[Records for this exercise]

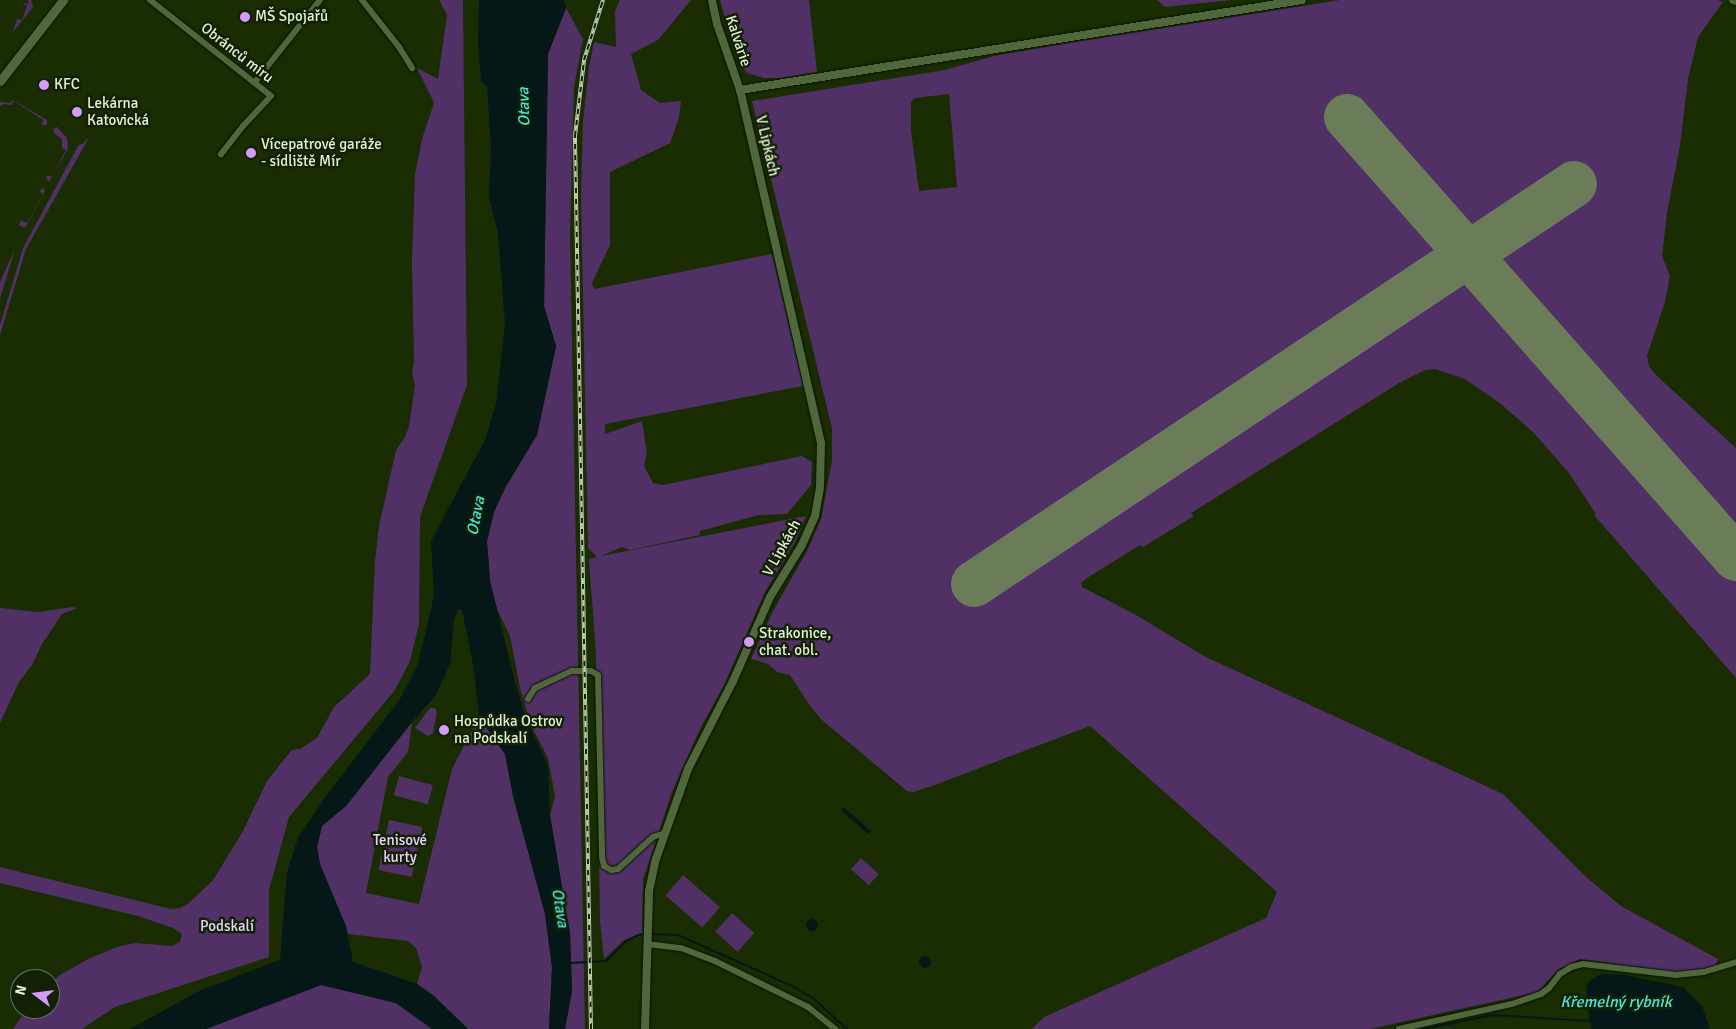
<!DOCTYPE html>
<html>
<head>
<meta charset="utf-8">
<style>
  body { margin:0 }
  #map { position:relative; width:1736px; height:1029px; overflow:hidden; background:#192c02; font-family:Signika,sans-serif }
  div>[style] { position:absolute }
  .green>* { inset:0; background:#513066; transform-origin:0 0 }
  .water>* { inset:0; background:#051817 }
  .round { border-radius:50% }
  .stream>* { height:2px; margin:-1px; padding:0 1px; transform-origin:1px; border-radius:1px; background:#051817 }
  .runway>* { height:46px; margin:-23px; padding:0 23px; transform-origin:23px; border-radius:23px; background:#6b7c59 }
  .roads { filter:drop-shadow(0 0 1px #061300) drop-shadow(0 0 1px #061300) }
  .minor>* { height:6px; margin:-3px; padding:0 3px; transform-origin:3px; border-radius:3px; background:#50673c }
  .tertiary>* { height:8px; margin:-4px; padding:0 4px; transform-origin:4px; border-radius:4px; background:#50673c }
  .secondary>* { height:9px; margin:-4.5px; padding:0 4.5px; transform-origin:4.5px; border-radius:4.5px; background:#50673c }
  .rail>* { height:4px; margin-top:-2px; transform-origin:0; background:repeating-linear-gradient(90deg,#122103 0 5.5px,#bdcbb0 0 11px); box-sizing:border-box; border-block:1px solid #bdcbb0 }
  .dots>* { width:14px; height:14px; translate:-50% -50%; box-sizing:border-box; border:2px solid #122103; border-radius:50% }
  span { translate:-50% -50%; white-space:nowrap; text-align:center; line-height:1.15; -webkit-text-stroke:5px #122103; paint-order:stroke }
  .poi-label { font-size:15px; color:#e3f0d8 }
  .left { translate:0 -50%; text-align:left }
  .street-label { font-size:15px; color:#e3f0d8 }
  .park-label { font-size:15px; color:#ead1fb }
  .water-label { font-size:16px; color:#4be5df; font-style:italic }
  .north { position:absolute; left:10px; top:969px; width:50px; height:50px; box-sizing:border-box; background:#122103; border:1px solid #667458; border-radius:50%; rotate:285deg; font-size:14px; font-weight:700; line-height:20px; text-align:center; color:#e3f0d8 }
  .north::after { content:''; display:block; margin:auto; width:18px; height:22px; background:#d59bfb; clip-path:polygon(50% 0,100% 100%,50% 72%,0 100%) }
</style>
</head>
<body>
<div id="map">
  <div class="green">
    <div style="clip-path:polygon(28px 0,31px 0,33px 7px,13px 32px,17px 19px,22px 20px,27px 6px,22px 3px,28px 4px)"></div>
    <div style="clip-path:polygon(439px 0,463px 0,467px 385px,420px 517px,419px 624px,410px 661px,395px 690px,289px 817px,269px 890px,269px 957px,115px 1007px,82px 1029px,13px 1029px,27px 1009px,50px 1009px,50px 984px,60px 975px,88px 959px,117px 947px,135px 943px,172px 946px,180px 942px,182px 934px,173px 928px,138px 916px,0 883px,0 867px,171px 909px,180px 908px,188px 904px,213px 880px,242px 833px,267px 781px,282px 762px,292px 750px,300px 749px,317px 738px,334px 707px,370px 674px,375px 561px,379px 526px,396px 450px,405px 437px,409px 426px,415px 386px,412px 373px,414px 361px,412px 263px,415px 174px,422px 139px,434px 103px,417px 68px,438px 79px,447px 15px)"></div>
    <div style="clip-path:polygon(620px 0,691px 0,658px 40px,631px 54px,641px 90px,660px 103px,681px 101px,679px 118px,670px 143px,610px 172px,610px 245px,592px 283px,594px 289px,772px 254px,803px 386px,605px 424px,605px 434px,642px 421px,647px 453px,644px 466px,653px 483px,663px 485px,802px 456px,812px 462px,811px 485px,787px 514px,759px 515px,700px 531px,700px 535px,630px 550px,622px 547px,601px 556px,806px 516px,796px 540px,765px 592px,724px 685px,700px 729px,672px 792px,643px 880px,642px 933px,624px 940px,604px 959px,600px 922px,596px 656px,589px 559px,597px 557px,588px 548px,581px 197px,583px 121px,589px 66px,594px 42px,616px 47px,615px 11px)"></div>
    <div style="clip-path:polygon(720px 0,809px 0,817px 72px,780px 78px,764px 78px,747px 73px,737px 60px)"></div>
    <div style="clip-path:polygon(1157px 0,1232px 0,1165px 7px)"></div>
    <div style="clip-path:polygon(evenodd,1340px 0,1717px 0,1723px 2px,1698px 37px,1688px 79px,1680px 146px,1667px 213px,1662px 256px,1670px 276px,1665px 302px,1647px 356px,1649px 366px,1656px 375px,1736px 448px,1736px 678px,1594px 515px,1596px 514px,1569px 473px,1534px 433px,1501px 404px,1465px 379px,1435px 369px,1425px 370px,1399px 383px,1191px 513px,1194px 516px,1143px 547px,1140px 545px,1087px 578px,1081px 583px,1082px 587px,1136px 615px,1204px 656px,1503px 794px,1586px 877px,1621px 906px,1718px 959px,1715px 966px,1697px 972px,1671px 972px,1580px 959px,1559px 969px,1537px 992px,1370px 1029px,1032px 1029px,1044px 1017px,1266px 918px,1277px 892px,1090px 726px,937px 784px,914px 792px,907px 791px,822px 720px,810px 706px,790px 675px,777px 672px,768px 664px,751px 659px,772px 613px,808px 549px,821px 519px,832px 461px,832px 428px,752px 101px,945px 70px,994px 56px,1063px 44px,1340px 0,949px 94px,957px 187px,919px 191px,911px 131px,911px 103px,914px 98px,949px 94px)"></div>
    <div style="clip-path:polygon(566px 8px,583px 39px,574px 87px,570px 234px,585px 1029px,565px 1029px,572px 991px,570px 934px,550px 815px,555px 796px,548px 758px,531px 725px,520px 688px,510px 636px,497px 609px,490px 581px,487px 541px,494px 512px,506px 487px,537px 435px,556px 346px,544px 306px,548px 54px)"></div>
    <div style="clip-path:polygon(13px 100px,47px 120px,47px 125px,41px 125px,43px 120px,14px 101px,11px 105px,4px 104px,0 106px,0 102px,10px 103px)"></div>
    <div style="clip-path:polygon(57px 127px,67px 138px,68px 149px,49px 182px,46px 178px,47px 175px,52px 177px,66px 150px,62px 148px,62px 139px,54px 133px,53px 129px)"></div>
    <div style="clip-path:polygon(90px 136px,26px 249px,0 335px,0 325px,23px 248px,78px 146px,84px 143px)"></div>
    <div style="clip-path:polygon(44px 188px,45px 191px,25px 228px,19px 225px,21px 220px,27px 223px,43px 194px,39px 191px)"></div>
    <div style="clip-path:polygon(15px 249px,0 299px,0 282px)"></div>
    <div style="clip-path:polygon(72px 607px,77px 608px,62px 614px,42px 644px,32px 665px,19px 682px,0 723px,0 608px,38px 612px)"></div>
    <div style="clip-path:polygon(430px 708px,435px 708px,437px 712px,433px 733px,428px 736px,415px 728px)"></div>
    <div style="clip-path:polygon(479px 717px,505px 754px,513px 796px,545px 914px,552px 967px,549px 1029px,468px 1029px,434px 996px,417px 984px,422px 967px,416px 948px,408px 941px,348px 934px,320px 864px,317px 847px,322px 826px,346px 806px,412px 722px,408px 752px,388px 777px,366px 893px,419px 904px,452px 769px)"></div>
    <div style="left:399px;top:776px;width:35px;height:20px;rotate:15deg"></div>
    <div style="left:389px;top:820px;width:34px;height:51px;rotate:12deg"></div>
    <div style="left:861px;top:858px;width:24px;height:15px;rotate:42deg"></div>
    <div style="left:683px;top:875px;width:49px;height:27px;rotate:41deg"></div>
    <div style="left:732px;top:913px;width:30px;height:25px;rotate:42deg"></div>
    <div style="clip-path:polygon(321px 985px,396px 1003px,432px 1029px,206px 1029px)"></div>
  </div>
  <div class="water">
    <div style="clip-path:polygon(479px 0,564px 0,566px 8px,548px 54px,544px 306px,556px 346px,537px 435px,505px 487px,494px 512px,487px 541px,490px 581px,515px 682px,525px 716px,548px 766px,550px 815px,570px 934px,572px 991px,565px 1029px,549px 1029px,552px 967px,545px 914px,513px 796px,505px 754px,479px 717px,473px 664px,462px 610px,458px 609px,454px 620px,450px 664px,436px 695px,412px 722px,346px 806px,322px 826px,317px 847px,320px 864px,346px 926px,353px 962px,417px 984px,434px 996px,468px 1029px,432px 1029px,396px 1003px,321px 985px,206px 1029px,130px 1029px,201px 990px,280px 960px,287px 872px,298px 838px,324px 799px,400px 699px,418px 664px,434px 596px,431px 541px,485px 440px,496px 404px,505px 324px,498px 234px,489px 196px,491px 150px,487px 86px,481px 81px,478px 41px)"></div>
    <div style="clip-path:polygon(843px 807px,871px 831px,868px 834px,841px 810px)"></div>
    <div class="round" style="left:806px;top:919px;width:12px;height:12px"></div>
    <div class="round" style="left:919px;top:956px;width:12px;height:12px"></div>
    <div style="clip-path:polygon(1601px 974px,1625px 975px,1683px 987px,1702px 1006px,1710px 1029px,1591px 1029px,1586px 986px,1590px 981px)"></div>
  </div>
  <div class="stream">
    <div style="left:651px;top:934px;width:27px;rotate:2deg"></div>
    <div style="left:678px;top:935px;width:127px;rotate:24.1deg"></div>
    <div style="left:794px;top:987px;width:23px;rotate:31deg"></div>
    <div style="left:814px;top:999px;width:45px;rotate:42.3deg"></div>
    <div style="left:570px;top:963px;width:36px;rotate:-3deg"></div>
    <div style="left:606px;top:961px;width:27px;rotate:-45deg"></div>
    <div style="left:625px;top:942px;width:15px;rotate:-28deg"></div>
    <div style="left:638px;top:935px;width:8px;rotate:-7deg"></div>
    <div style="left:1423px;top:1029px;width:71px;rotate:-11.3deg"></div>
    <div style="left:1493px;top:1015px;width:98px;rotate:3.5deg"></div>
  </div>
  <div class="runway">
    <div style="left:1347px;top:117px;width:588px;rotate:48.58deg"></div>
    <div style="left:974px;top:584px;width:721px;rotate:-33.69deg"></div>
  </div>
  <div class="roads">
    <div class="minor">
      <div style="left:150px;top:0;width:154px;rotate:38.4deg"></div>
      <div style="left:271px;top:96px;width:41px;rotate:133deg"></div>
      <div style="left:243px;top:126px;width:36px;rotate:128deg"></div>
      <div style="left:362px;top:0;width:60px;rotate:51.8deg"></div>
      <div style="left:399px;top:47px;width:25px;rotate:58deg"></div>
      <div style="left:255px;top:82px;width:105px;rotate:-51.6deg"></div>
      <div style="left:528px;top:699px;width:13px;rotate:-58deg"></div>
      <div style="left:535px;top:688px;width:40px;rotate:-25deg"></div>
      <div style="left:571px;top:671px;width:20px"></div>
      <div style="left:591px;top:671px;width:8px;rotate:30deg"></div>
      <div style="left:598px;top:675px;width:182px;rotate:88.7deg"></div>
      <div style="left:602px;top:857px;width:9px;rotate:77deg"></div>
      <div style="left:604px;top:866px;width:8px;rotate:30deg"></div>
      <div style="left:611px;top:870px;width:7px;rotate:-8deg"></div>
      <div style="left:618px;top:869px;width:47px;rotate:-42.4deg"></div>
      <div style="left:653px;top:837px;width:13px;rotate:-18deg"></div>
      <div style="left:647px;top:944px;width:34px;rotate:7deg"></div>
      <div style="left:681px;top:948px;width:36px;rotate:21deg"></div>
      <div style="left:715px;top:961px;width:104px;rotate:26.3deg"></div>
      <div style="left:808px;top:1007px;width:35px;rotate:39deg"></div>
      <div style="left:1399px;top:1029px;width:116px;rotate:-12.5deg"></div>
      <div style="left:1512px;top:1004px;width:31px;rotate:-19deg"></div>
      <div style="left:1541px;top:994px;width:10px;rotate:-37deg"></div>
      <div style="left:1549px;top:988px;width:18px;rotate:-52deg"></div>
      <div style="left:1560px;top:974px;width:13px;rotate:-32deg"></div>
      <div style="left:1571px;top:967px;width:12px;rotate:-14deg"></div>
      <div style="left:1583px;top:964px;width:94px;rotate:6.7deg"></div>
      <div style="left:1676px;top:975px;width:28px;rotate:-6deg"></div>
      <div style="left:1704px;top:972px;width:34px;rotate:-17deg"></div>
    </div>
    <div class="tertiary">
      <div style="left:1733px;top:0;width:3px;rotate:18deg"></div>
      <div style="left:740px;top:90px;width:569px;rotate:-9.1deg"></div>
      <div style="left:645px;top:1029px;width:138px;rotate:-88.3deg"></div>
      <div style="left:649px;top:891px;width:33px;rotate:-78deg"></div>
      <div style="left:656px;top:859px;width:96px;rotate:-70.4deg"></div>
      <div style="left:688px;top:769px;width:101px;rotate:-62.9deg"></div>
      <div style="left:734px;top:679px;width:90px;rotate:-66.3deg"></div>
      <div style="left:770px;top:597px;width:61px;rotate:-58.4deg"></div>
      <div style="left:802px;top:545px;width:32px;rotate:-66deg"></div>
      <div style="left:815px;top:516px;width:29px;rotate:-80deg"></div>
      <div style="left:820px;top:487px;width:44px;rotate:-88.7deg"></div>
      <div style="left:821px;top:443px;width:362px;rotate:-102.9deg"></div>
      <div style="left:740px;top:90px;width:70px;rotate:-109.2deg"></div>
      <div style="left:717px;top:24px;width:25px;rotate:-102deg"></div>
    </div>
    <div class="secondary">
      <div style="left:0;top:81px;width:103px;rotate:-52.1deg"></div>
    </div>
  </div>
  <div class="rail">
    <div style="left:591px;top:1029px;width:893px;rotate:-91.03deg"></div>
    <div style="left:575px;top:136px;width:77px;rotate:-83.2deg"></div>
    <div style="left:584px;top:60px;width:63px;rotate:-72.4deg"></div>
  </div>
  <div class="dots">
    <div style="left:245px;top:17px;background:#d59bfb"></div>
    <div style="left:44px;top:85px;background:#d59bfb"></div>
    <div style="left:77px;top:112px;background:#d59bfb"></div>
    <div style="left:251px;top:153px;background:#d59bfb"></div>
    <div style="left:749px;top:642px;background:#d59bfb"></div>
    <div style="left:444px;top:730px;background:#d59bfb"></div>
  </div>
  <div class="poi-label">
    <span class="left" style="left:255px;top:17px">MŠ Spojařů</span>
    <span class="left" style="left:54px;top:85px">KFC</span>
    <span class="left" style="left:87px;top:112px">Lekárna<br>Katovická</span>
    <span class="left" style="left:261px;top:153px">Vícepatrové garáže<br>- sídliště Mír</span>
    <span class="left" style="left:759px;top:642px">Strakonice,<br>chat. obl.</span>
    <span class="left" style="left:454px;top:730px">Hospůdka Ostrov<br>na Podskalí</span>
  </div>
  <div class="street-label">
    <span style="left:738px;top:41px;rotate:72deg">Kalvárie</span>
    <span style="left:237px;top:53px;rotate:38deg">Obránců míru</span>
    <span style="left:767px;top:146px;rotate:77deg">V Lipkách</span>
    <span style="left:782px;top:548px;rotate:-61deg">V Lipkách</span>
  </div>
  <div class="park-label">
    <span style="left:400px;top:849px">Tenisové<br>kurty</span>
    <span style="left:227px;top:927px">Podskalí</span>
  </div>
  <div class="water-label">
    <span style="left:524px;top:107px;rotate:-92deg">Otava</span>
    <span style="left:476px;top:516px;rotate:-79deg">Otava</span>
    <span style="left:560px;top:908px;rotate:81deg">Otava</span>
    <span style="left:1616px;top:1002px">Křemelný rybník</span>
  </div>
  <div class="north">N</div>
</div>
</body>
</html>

[/Records for this exercise]

Begin with the first line of the records and repeat every line up to the one with "filter:drop-shadow(0 0 1px", counting that line too. Pictures are not part of the copy.

Exercise solution:
<!DOCTYPE html>
<html>
<head>
<meta charset="utf-8">
<style>
  body { margin:0 }
  #map { position:relative; width:1736px; height:1029px; overflow:hidden; background:#192c02; font-family:Signika,sans-serif }
  div>[style] { position:absolute }
  .green>* { inset:0; background:#513066; transform-origin:0 0 }
  .water>* { inset:0; background:#051817 }
  .round { border-radius:50% }
  .stream>* { height:2px; margin:-1px; padding:0 1px; transform-origin:1px; border-radius:1px; background:#051817 }
  .runway>* { height:46px; margin:-23px; padding:0 23px; transform-origin:23px; border-radius:23px; background:#6b7c59 }
  .roads { filter:drop-shadow(0 0 1px #061300) drop-shadow(0 0 1px #061300) }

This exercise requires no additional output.